AI Clarity: An Initial Research Agenda

Justin Bullock; Corin Katzke; Zershaaneh Qureshi; David_Kristoffersson

Cross-posted on our website: https://www.convergenceanalysis.org/publications/ai-clarity-an-initial-research-agenda

Cross-posted on the EA Forum: https://forum.effectivealtruism.org/posts/JyhoTRXxYvLfFycXi/ai-clarity-an-initial-research-agenda

Executive Summary

Transformative AI (TAI) has the potential to solve many of humanity's most pressing problems, but it may also pose an existential threat to our future. This significant potential of TAI warrants careful study of the AI’s possible trajectories and their corresponding consequences.
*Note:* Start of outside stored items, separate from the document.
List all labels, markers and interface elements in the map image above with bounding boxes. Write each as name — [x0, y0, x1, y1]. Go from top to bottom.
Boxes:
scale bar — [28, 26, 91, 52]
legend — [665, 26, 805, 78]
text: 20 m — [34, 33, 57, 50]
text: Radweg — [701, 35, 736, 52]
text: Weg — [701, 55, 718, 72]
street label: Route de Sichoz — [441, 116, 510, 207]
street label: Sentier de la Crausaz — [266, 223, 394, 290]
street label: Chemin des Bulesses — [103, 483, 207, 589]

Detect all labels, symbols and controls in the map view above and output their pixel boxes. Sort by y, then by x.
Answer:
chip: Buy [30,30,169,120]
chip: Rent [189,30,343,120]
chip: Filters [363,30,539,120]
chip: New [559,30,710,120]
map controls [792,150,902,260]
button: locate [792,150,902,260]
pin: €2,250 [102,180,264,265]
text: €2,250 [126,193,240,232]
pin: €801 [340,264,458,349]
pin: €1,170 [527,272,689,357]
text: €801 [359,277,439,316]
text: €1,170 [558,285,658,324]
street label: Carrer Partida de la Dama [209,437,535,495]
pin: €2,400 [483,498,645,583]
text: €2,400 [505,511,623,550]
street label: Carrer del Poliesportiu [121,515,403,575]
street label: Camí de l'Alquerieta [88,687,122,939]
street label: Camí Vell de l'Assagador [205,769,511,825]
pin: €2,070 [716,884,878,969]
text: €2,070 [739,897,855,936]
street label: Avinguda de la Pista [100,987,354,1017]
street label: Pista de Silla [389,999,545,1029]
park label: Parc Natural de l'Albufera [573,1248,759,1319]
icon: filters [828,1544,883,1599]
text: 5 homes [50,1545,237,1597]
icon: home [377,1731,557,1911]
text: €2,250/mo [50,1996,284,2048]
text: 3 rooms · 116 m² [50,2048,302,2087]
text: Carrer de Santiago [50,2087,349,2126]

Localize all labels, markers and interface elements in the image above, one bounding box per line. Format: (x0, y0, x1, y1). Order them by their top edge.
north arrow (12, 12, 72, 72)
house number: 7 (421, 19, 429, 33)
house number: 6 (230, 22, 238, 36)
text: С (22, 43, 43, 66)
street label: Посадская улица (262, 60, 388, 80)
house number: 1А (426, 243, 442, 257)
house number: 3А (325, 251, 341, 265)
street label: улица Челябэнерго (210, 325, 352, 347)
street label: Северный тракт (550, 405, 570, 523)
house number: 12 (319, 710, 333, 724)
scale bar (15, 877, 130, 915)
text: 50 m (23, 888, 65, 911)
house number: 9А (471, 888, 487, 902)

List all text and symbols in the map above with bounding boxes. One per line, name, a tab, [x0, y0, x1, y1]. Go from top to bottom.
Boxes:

Scenarios in which TAI emerges within the next decade are likely among the most treacherous, since society will not have much time to prepare for and adapt to advanced AI.

In response to this need, Convergence Analysis has developed a research program we call AI Clarity. AI Clarity’s research method centers on scenario planning. Scenario planning is an analytical tool used by policymakers, strategists, and academics to explore and prepare for the landscape of possible outcomes in domains defined by uncertainty. Though there is no single best method, scenario planning generally combines two activities: exploring possible scenarios, and evaluating possible strategies across those scenarios. Accordingly, AI Clarity intends to explore and evaluate strategies across possible AI scenarios.

In the first area of research, “exploring scenarios,” AI Clarity will (1) identify pathways to plausible existential hazards, (2) collect and review publicly-proposed AI scenarios, (3) select key parameters across which AI scenarios vary, and (4) generate additional scenarios that arise from combinations of those parameters. In the second area of research, “evaluating strategies,” AI Clarity will (1) collect and review strategies for AI safety and governance, (2) evaluate strategies for their performance across AI scenarios, (3) develop and recommend strategies that best mitigate existential risk across all plausible scenarios.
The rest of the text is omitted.